Carlos Alcaraz caught in US Open 'disgrace' after quarter-final epic

Carlos Alcaraz, pictured here after his win over Jannik Sinner at the US Open.
Carlos Alcaraz looks on after his win over Jannik Sinner at the US Open. Image: Getty

Tennis fans have bemoaned the US Open's scheduling decision which saw Carlos Alcaraz beat Jannik Sinner in a quarter-final epic that finished just before 3am on Thursday.

Alcaraz, the 19-year-old No.3 seed, won 6-3 6-7 (9-7) 6-7 (7-0) 7-5 6-3 in an incredible battle lasting five hours and 15 minutes.

NOT GOOD: Nick Kyrgios hit with big fine after US Open meltdown

'THIS IS SAD': Tennis fans left shattered over Roger Federer news

The Spanish star finally won the last point at 2.50am on Thursday - the latest finish to a match in US Open history.

"Honestly, I still don't know how I did it," said Alcaraz, who saved a match point in the fourth set before beating his Italian opponent.

Alcaraz, whose five-set victory over 2014 US Open champion Marin Cilic ended at 2:23 am on Tuesday, reached his first grand slam semi-final and is the youngest man to get that far in New York since Pete Sampras won the title at age 19 in 1990.

The Spaniard now has a chance to grab the World No.1 ranking next week, but will first have to beat Frances Tiafoe of the United States on Friday.

Tiafoe earlier followed up his victory over Rafael Nadal by beating Andrey Rublev to become the first American man to reach the US Open semi-finals in 16 years.

Tiafoe's clash with Alcaraz shapes as another blockbuster, but the American will have a significant advantage in more rest and recovery time.

Jannik Sinner and Carlos Alcaraz, pictured here shaking hands at the net after their match at the US Open.
Jannik Sinner and Carlos Alcaraz shake hands at the net after their match at the US Open. (Photo by COREY SIPKIN/AFP via Getty Images) (COREY SIPKIN via Getty Images)

While Alcaraz was still on court approaching 3am, Tiafoe was able to start his recovery about eight hours earlier after playing in the day session on Wednesday.
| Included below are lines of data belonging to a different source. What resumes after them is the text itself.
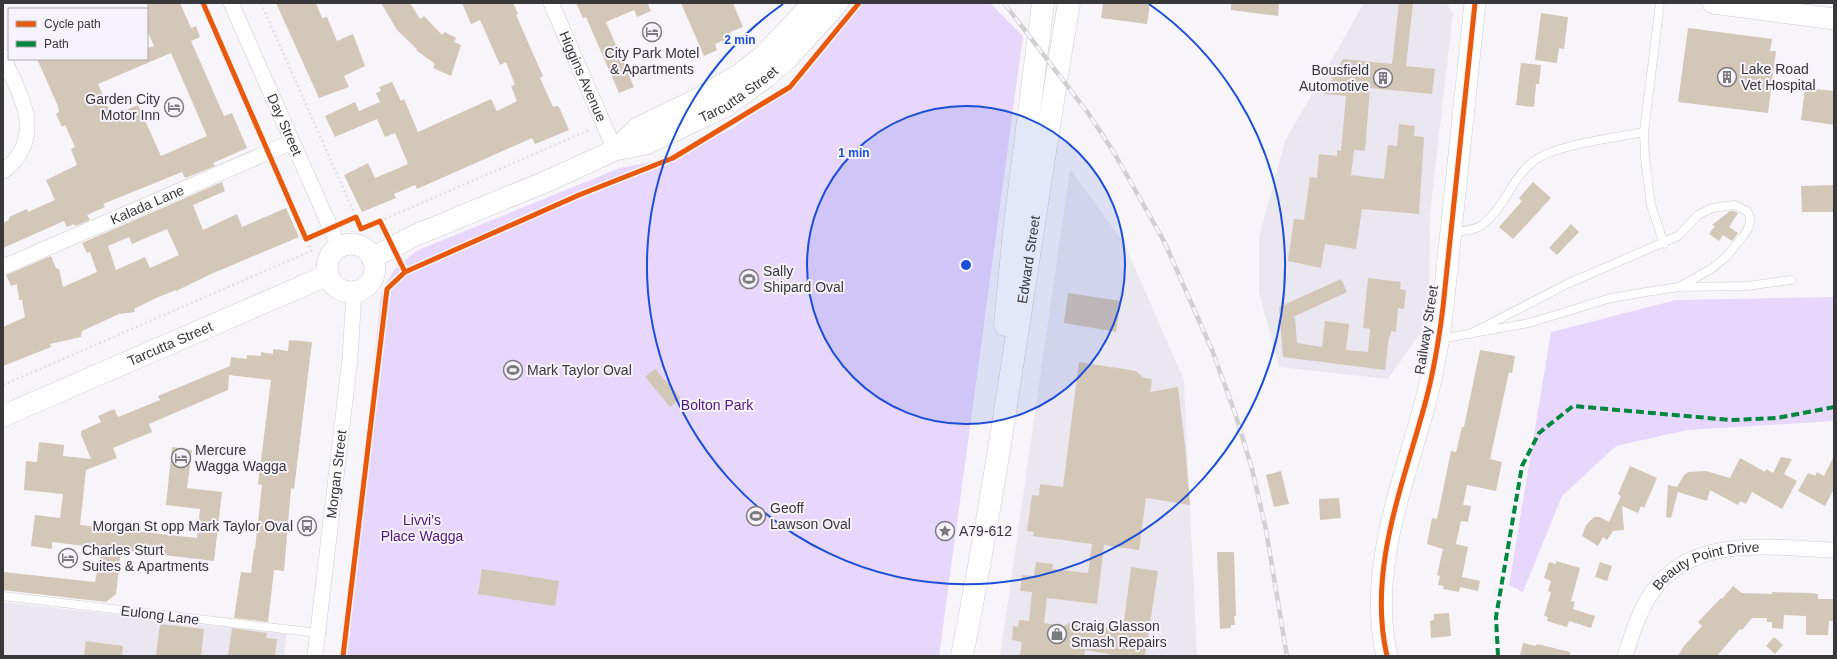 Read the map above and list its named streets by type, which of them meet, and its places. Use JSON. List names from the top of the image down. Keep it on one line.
{"streets":{"highway":["Edward Street"],"street":["Higgins Avenue","Tarcutta Street","Day Street","Kalada Lane","Railway Street","Morgan Street","Beauty Point Drive"],"lane":["Eulong Lane"]},"crossings":[["Higgins Avenue","Tarcutta Street"],["Tarcutta Street","Day Street"],["Tarcutta Street","Morgan Street"],["Day Street","Kalada Lane"],["Day Street","Morgan Street"],["Morgan Street","Eulong Lane"]],"parks":["Bolton Park","Livvi’s Place Wagga"],"places":{"hotel":["City Park Motel & Apartments","Garden City Motor Inn","Mercure Wagga Wagga","Charles Sturt Suites & Apartments"],"building":["Lake Road Vet Hospital","Bousfield Automotive"],"sports":["Sally Shipard Oval","Mark Taylor Oval","Geoff Lawson Oval"],"bus stop":["Morgan St opp Mark Taylor Oval"],"place":["A79-612"],"shop":["Craig Glasson Smash Repairs"]},"legend":["Cycle path","Path"],"rings":["2 min","1 min"]} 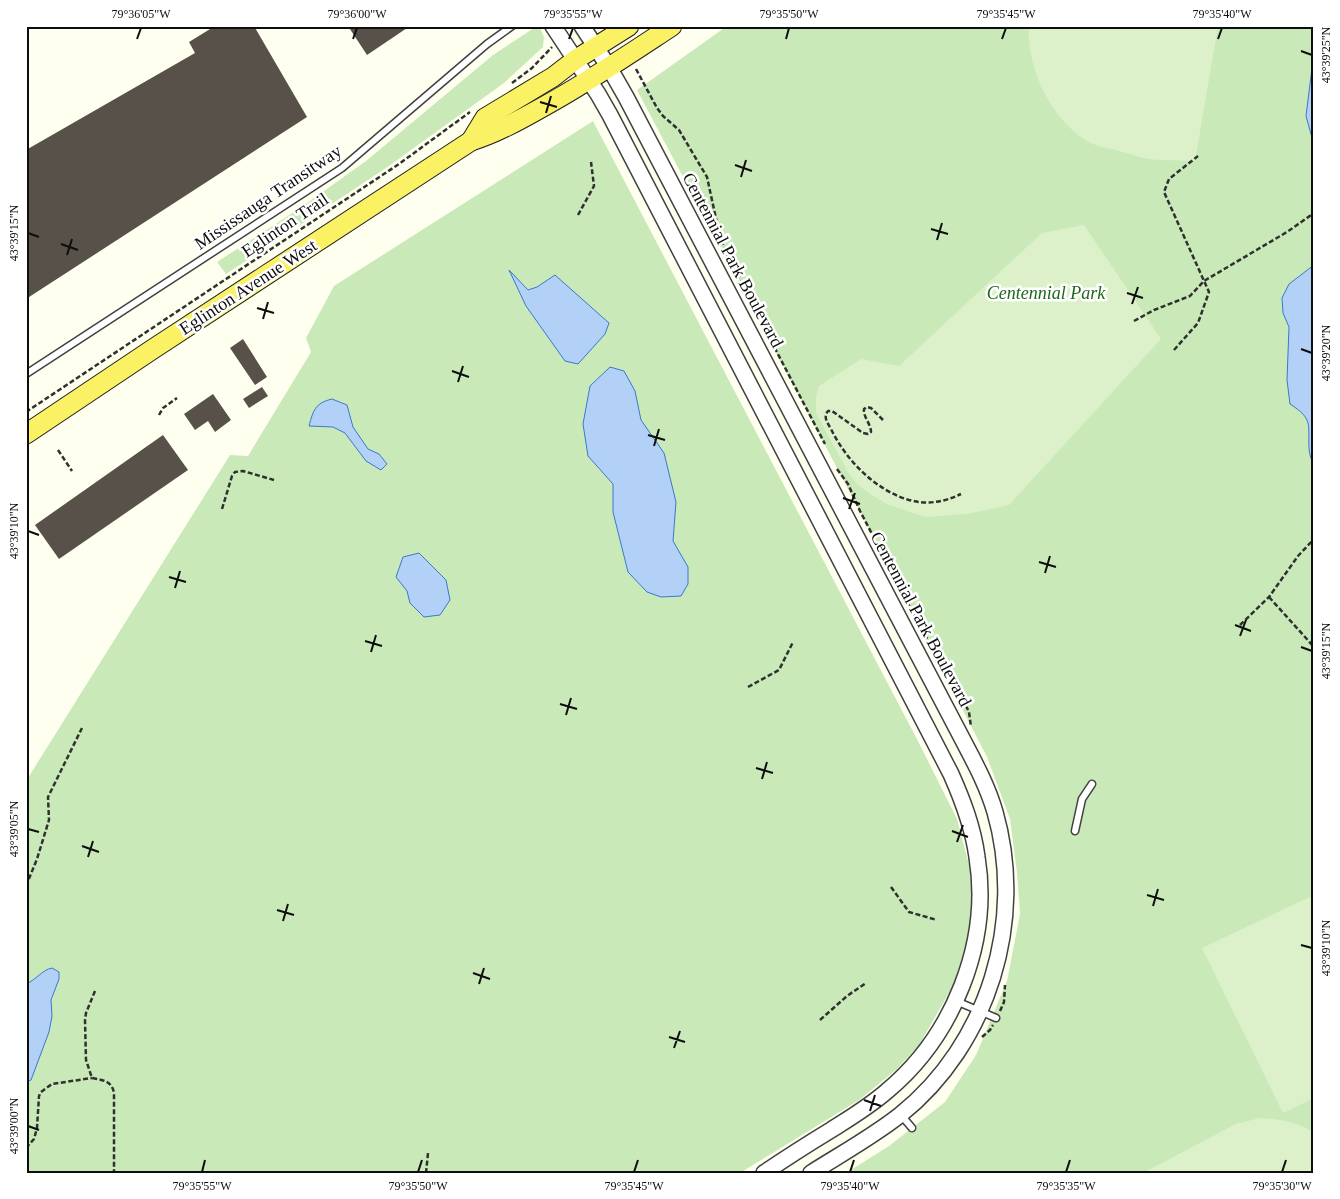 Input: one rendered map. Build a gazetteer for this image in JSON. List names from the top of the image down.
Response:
{
  "streets": {
    "main road": ["Eglinton Avenue West"],
    "street": ["Centennial Park Boulevard"],
    "lane": ["Mississauga Transitway"],
    "path": ["Eglinton Trail"]
  },
  "crossings": [
    ["Centennial Park Boulevard", "Eglinton Avenue West"]
  ],
  "parks": ["Centennial Park"],
  "coordinates": [
    "79°36'05\"W",
    "79°36'00\"W",
    "79°35'55\"W",
    "79°35'50\"W",
    "79°35'45\"W",
    "79°35'40\"W",
    "43°39'25\"N",
    "43°39'15\"N",
    "43°39'20\"N",
    "43°39'10\"N",
    "43°39'05\"N",
    "43°39'00\"N",
    "79°35'35\"W",
    "79°35'30\"W"
  ]
} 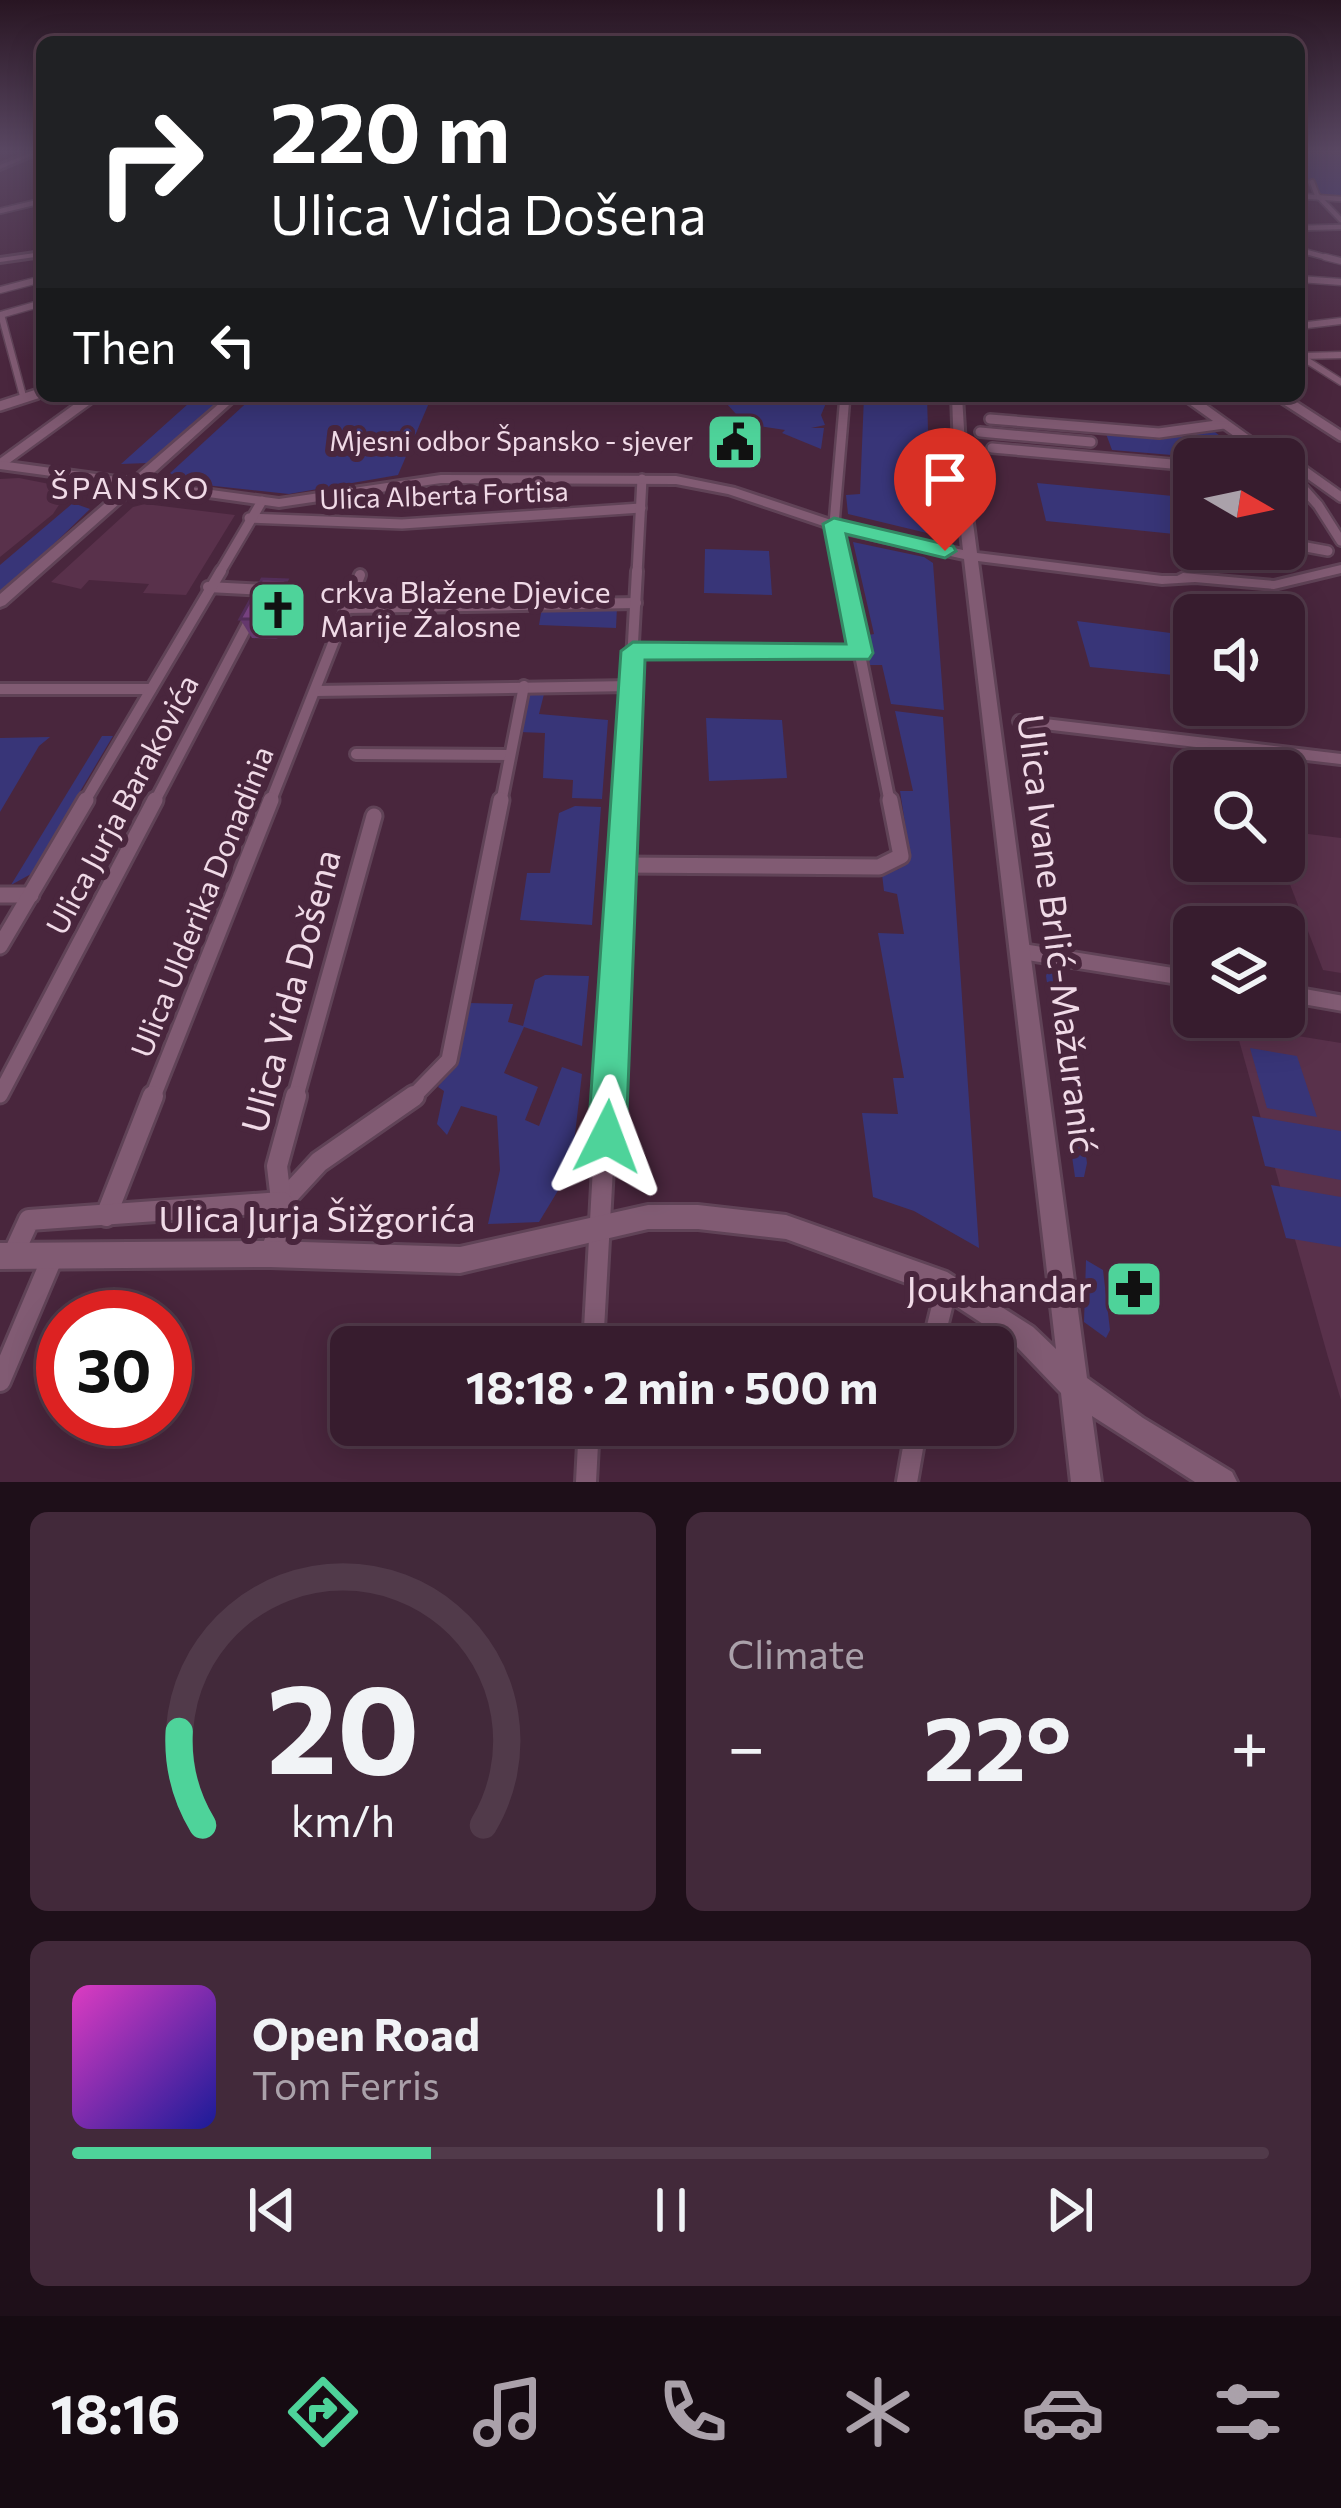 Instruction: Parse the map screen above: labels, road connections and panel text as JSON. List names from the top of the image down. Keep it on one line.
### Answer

With just four matches on the slate on Wednesday, organisers scheduled two in the day session and two at night, with Alcaraz and Sinner not getting on court until Iga Swiatek's win over Jessica Pegula had finished.

The early morning finish meant Arthur Ashe Stadium was only about one quarter full by the end, with the majority of spectators missing out on what has been described as one of the greatest matches ever.

Fans took to social media to bemoan the scheduling, with many suggesting there should have been three day matches and just the one in the night session.

Carlos Alcaraz to battle Frances Tiafoe in semi-final

Alcaraz can become the youngest men's World No.1 of all time should he make the final.

"As long as Rafa, Djokovic, Federer are there, they will be the best and the rivalry they have between them will always come first," he said.

"But Jannik and I have shown that we are the present and we also have long careers ahead of us."

After his much more mundane 7-6 (7-3) 7-6 (7-0) 6-4 victory over Rublev, Tiafoe was asked about Alcaraz and Sinner.

"I just hope they play a marathon match, super-long match," Tiafoe said with a smile, "and they get really tired come Friday."

Frances Tiafoe, pictured here after his win over Andrey Rublev at the US Open.
Frances Tiafoe celebrates after his win over Andrey Rublev at the US Open. (Photo by Cynthia Lum/Icon Sportswire via Getty Images) (Icon Sportswire via Getty Images)

Not since Andy Roddick in 2006 has a home player reached the last four in the men's singles, and Tiafoe is attempting to become the first home champion since Roddick won his only slam title in 2003.

The 24-year-old pulled off the win of his life against Nadal in the fourth round but this was just as impressive, with Tiafoe keeping his composure while Russian Rublev became increasingly frustrated to claim a 7-6 (7-3) 7-6 (7-0) 6-4 victory.

"This is wild, this is crazy," said Tiafoe. "Biggest win of my life, coming out and getting another big win.

"It's huge growth. It's tough to turn a page but I did and now I'm in the semis.

"I feel so at home on courts like this. I want to play, I want to give my best. Let's enjoy this one but we've got two more guys."